Stored items:
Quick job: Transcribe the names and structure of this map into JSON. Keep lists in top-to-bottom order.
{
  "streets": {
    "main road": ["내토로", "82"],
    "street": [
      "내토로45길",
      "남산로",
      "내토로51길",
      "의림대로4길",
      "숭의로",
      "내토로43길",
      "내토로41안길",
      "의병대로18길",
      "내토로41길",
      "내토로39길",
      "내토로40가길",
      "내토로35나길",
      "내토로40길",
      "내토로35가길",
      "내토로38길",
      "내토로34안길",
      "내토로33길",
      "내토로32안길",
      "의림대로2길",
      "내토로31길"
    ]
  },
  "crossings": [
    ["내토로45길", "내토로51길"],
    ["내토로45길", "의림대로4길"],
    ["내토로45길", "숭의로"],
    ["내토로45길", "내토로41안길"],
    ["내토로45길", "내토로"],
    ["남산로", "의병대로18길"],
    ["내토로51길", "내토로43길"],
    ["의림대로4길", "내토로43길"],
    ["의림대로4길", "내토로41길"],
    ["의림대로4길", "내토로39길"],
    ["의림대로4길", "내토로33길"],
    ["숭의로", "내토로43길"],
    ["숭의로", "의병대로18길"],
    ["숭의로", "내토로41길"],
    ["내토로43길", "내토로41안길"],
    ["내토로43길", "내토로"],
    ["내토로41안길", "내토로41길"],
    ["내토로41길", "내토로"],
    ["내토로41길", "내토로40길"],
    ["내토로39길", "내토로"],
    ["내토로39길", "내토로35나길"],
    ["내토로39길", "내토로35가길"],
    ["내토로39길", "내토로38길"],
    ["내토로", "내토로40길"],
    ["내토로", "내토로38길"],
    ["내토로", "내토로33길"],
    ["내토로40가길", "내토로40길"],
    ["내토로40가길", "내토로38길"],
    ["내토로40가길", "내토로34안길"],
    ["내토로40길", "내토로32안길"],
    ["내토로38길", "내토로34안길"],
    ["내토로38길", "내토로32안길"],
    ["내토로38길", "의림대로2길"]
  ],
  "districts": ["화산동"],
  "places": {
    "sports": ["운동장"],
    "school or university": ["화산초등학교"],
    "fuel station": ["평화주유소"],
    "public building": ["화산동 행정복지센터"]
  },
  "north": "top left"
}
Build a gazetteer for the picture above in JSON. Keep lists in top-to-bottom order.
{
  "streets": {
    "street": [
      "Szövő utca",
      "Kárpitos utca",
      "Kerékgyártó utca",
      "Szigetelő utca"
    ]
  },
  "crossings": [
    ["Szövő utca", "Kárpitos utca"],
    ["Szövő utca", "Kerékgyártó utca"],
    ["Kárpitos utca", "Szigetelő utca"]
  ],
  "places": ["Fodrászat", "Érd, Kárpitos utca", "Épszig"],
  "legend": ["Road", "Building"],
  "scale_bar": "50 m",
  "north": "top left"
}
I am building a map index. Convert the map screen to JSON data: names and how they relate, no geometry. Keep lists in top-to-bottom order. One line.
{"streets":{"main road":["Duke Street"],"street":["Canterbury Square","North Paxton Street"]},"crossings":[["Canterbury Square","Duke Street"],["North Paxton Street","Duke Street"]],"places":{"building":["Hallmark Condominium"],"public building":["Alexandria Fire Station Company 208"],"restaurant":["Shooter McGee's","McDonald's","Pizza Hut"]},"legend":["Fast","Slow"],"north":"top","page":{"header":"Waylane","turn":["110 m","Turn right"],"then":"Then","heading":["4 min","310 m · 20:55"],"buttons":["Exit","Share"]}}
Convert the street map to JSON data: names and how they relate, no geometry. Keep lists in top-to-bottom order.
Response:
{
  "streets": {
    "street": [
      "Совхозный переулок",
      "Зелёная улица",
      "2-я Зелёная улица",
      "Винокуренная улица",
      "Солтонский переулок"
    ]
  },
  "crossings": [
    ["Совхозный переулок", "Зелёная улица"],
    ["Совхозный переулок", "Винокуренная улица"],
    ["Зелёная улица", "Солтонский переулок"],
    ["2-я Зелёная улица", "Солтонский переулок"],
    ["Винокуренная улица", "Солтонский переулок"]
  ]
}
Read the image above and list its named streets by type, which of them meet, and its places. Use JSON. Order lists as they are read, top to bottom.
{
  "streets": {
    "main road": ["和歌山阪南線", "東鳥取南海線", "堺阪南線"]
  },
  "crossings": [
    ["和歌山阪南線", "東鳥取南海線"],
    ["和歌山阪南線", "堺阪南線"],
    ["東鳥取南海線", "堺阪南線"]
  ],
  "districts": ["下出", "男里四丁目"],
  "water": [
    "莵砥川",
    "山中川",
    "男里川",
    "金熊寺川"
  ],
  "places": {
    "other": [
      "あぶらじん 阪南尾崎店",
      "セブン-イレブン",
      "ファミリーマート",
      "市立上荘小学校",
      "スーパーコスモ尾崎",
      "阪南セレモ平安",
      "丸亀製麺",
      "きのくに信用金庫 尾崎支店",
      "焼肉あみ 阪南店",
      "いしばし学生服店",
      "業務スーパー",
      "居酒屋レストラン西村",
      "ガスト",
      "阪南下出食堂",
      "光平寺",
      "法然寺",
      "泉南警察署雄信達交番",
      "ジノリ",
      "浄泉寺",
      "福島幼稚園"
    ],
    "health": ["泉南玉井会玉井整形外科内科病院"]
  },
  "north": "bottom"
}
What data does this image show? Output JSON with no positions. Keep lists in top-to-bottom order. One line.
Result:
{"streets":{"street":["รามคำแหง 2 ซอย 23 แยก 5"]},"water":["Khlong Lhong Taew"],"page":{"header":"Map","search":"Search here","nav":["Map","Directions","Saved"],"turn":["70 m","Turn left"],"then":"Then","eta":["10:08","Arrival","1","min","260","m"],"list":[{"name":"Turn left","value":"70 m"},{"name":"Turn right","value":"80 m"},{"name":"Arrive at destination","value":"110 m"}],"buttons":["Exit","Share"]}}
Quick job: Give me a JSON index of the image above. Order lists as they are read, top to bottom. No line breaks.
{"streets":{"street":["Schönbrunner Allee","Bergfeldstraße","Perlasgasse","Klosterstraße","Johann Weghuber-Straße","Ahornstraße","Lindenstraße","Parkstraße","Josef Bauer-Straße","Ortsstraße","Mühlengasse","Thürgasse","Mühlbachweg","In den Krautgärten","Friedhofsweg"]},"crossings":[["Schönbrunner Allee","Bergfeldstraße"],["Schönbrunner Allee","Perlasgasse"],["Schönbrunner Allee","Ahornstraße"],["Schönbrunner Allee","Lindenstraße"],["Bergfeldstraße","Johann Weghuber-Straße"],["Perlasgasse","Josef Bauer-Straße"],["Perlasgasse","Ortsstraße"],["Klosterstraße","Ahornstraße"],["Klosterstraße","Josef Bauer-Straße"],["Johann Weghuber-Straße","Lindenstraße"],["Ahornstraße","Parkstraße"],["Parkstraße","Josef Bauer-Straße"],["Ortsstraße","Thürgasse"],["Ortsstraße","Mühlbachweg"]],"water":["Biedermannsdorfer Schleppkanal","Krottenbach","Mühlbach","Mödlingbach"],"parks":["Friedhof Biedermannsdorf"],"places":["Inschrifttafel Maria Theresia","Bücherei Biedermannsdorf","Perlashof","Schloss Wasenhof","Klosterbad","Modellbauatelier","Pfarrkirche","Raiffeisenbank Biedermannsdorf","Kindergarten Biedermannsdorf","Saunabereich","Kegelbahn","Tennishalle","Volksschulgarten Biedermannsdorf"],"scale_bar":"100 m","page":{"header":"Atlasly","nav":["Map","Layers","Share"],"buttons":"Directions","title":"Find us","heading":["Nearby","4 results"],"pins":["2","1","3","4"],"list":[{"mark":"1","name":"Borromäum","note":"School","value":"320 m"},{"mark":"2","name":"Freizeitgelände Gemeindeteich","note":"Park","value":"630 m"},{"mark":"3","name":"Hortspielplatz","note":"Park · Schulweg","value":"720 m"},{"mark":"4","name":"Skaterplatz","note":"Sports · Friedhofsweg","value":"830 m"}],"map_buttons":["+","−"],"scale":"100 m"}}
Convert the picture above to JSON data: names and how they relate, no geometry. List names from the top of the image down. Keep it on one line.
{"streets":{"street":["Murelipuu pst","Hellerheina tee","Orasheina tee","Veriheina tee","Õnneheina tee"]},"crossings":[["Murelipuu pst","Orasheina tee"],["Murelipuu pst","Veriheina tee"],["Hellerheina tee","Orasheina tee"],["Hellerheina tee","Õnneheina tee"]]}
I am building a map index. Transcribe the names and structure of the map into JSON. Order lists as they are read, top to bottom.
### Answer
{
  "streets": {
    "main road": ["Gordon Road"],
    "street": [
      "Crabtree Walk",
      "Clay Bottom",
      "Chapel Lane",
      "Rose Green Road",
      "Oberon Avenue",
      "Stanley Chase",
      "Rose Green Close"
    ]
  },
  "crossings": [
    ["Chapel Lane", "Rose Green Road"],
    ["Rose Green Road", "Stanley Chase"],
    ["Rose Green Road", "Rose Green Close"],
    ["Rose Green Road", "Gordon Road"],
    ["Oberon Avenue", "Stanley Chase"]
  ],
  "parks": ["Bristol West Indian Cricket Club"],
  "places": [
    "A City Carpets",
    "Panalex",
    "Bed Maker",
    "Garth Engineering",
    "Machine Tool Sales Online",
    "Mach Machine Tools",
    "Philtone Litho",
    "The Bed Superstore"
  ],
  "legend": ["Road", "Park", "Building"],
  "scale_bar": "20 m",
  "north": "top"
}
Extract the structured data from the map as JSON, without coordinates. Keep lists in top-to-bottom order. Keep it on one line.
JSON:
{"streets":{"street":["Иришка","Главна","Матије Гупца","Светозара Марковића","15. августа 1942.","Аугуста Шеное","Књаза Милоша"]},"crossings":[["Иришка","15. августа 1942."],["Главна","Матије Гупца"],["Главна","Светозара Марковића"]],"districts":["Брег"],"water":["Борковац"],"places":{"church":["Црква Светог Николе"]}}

- **HOW TO COMPLETE THIS TASK**: Scan the data above. Return every line with "picture" in it.

- **EXERCISE ANSWER**:
Build a gazetteer for the picture above in JSON. Keep lists in top-to-bottom order.
Convert the picture above to JSON data: names and how they relate, no geometry. List names from the top of the image down. Keep it on one line.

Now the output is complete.